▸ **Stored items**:
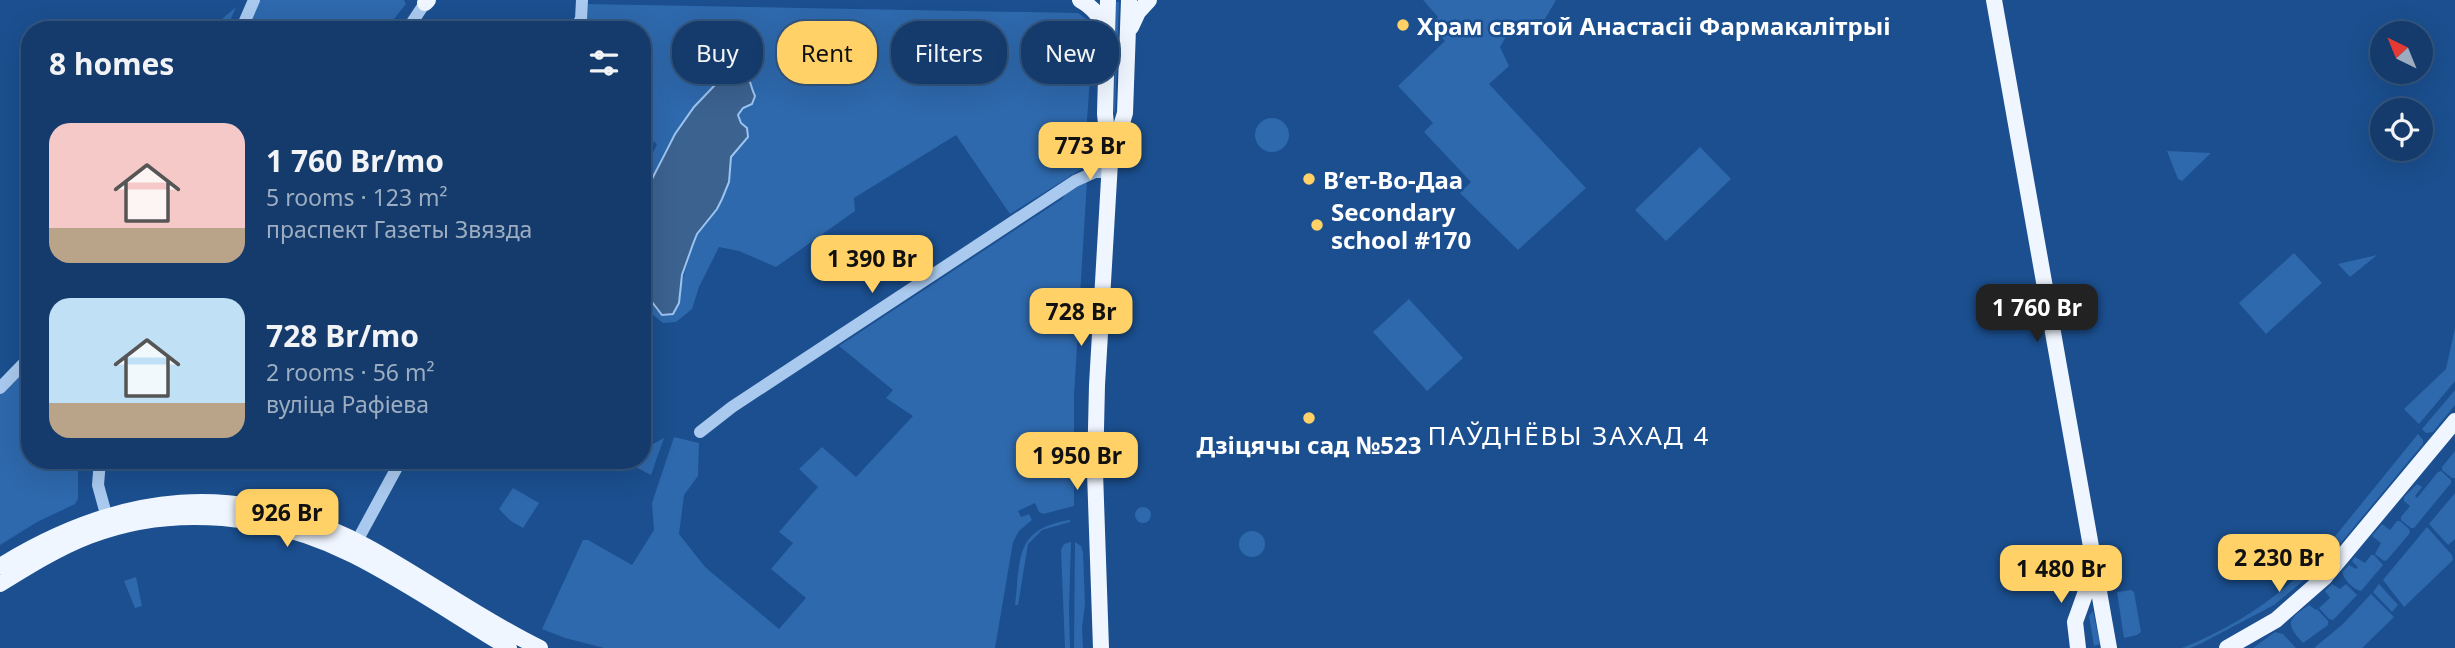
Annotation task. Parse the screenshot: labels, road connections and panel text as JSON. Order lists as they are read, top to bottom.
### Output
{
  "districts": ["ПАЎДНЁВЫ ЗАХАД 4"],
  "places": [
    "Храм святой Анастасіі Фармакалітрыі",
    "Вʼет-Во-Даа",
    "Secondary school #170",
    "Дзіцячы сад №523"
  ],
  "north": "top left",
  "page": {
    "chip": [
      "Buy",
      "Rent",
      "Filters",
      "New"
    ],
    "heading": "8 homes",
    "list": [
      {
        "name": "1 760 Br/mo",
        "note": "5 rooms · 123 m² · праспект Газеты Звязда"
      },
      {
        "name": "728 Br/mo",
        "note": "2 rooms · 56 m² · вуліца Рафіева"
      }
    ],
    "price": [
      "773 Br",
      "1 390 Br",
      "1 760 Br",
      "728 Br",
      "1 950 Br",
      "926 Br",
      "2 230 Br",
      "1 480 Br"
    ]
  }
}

▸ **Required work**: Before printing the records again, strip out the pictures; change nothing else.

▸ **The completed task**:
Annotation task. Parse the screenshot: labels, road connections and panel text as JSON. Order lists as they are read, top to bottom.
### Output
{
  "districts": ["ПАЎДНЁВЫ ЗАХАД 4"],
  "places": [
    "Храм святой Анастасіі Фармакалітрыі",
    "Вʼет-Во-Даа",
    "Secondary school #170",
    "Дзіцячы сад №523"
  ],
  "north": "top left",
  "page": {
    "chip": [
      "Buy",
      "Rent",
      "Filters",
      "New"
    ],
    "heading": "8 homes",
    "list": [
      {
        "name": "1 760 Br/mo",
        "note": "5 rooms · 123 m² · праспект Газеты Звязда"
      },
      {
        "name": "728 Br/mo",
        "note": "2 rooms · 56 m² · вуліца Рафіева"
      }
    ],
    "price": [
      "773 Br",
      "1 390 Br",
      "1 760 Br",
      "728 Br",
      "1 950 Br",
      "926 Br",
      "2 230 Br",
      "1 480 Br"
    ]
  }
}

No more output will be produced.